* [Description of the task]: Locate every line in the material below that has the word "Campo". Copy each of those lines.

* [Dataset entries]:
==========
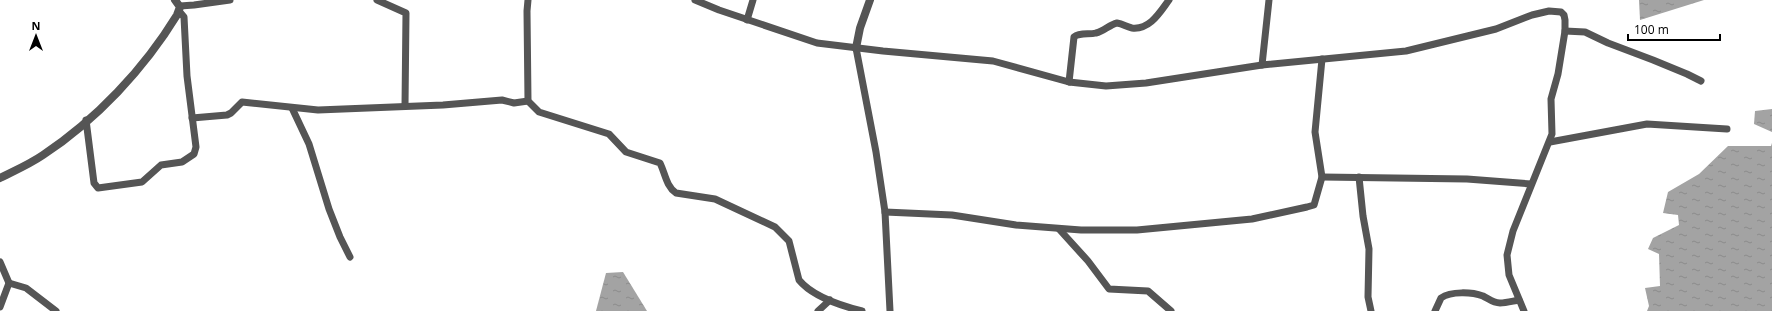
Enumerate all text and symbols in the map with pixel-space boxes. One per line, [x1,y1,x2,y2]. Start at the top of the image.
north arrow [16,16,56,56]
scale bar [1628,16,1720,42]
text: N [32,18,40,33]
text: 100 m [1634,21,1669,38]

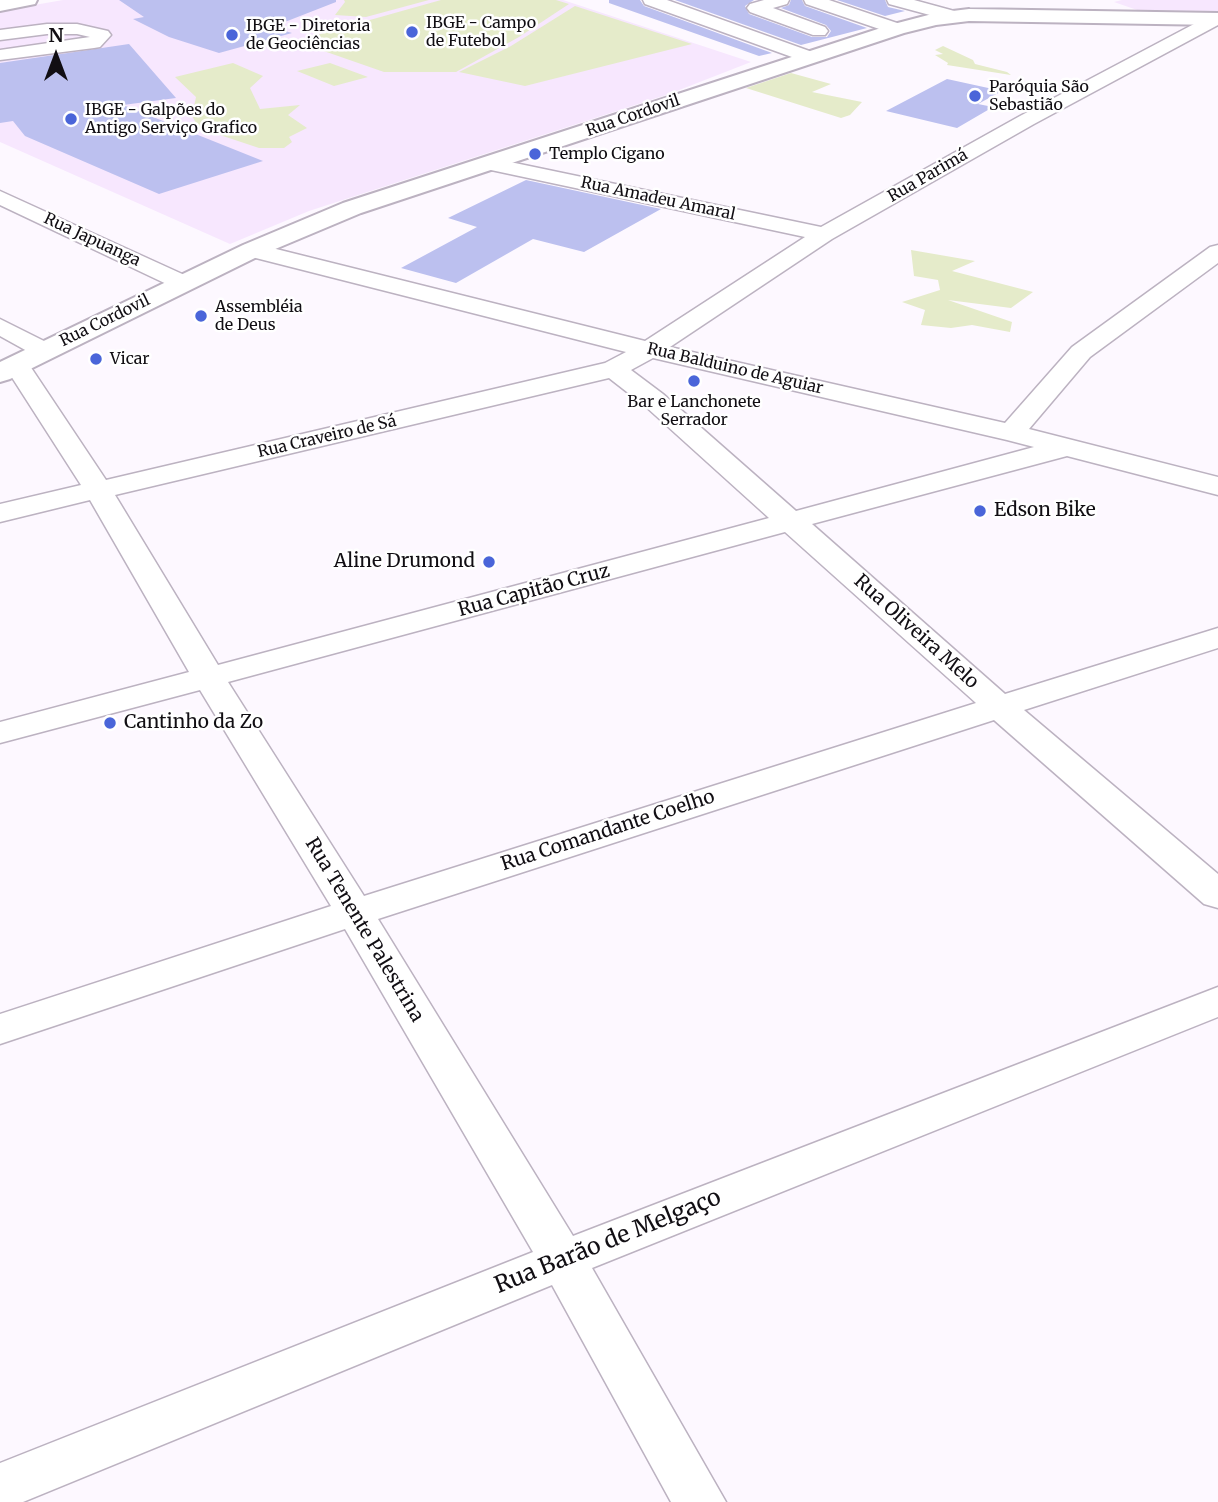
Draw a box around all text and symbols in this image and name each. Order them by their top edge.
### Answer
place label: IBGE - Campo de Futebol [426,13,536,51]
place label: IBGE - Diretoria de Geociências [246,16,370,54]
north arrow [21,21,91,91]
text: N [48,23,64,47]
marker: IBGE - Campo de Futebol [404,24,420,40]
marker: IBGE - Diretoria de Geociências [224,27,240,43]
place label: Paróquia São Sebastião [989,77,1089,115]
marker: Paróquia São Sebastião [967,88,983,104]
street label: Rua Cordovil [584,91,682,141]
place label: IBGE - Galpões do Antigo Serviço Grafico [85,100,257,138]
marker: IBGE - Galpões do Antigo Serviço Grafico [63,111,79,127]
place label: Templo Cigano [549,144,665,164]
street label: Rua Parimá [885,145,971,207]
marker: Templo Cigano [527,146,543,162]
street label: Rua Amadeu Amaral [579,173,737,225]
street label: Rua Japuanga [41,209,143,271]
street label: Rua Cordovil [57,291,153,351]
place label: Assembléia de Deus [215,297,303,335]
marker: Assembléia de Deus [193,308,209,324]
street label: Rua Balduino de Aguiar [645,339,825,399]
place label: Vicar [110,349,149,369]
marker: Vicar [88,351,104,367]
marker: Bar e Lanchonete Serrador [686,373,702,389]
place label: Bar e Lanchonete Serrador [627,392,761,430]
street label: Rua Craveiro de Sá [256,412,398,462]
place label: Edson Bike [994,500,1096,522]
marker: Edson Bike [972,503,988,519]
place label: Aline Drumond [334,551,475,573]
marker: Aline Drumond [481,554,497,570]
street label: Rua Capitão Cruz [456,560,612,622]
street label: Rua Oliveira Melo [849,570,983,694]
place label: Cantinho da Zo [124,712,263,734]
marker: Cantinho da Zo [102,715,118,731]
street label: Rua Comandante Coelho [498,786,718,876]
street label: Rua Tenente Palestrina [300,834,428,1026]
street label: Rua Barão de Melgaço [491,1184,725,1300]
==========
* [Completed exercise]:
place label: IBGE - Campo de Futebol [426,13,536,51]
marker: IBGE - Campo de Futebol [404,24,420,40]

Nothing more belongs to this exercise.